Glenn Fleishman writes "EarthLink dropped its final bombshell on city-wide Wi-Fi, saying that it wouldn't put more money in and was talking to their current deployed cities about the future. The company had won bids in dozens of cities, and then backed out of the majority of them before building or finalizing contracts a few months ago. The remaining towns they were building out, like New Orleans, Anaheim, and Philadelphia, will ostensibly be turned off unless local officials come up with scratch or a plan of their own. EarthLink pioneered the model of free-for-fee networks, where there would be no cost or upfront commitment from cities, and EarthLink would charge for network access. Apparently, you can't make money that way."

5 of 126 comments (clear)

  1. Re:Unnecessary by mustafap · · Score: 3, Interesting

    >I only walked a mile or so through mostly residential streets

    Try using a car. I recently moved to a small sussex town, and found an open network in a few minutes when I needed internet access to find an estate agent. There are two open networks in my new street too.

    --
    Open Source Drum Kit, LPLC deve board - mjhdesigns.com
  2. City WiFi is for outdoors by icepick72 · · Score: 3, Interesting

    I've subscribed to OneZine city WiFi in Toronto, Canada and the signal degrades quickly as you move back from the street. The best signal is sitting on the sidewalk with your laptop ... with the homeless people. You also pick up a strong signal while driving of cycling on the street but ... not a lot of time to use it. Suffice to say I dropped it in favour of Starbucks Wifi/Bell Hotspots which have a stronger signal indoors. There are enough Starbucks around that I'm never without a connection.

  3. Give us some spectrum and we'll make it happen by troll+-1 · · Score: 4, Interesting

    I wonder if the problem with Municipal Wi-Fi, or Wi-Fi in general, is that companies like EarthLink are trying to operate with their hands tied behind their back with restrictive power limitations and limited frequencies while the FCC gives away large chunks of the best part of the spectrum to cell phone providers for millions of dollars who then nickel and dime us for every trivial service they can think of.

    Perhaps he reason we don't have a ubiquitous and cheap wireless Internet and why TCP/IP mesh networks are *not* on the horizon for the 700MHz part of the spectrum is because the government insists on auctioning off a zero cost medium for mega bucks to legal monopolies who have no choice but to turn around and stick it their customers.

    Maybe we need to stop thinking in terms of phone systems when we think about the spectrum and start thinking more in terms of extending the Internet. Just a thought.

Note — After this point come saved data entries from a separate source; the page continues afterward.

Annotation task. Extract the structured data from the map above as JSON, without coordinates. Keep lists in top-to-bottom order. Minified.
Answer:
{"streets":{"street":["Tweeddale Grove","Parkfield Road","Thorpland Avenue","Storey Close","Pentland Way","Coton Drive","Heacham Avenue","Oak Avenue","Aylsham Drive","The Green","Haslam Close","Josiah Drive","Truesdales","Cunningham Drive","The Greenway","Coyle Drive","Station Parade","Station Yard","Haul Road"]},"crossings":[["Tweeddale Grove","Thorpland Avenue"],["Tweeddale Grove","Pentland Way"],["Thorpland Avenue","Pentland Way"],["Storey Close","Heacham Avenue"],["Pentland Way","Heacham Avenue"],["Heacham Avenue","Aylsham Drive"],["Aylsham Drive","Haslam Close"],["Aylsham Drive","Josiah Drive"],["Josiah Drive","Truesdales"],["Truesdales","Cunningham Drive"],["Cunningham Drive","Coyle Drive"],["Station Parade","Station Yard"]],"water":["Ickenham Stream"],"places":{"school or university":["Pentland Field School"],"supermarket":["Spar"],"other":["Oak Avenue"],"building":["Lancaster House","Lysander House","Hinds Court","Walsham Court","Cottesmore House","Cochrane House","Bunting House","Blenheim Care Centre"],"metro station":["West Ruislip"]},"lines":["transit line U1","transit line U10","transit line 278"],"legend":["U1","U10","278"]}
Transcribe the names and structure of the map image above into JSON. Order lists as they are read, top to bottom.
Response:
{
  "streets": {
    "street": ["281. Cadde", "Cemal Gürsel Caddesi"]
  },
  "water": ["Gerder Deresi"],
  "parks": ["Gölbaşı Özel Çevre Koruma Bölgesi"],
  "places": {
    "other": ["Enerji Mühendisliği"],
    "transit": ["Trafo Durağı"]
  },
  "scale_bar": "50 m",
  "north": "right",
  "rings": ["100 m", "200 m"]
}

  4. volunteerism by wikinerd · · Score: 4, Interesting

    Where is your volunteerism?? Why should you expect the government, a company, or anyone else to provide you with wifi service when you can roll out your own??

    You are not consumers. You can be producers if you want. Just knock your neighbour's door and ask whether they would like to start a new wifi community network project with you. Connect your home wifis together, and if you find a lot of people to join in then you will have created your own network. Then buy a business plan fixed broadband service or a dedicated line (paid either by the community as a whole or by one richer member who can pay for it) and connect it to your wireless and your network will be connected to the Internet as well.

    That simple. Yes, I know, the technology (WiFi) is not perfect and you can't transmit with too much power, but if everyone has a roof and the signal is sufficient from roof to roof, then you don't need anything else. The major difficulty is actually a social one (your neighbors may not understand what volunteerism is), but you should try to educate your neighbors and persuade them why they should join in.

    Look what people from my city are doing: AWMN and also look at the photos and some other networks in existence worldwide.

    The cage is open guys. You have unlicensed bands that you can use without a permit from FCC or other agency. You even can have RONJA if you like the optical way. You also have telephone lines, modems, and BBS software. Why you don't use all this technology to create free networks? Are you really trained to act only as consumers, expecting that for everything you need you should buy it from someone else? If you aren't happy with what is available, build your own!

  5. 802.11X is NOT Suitable for Last Mile by nuintari · · Score: 3, Interesting

    I've said this a dozen times in related articles, but I'll say it again.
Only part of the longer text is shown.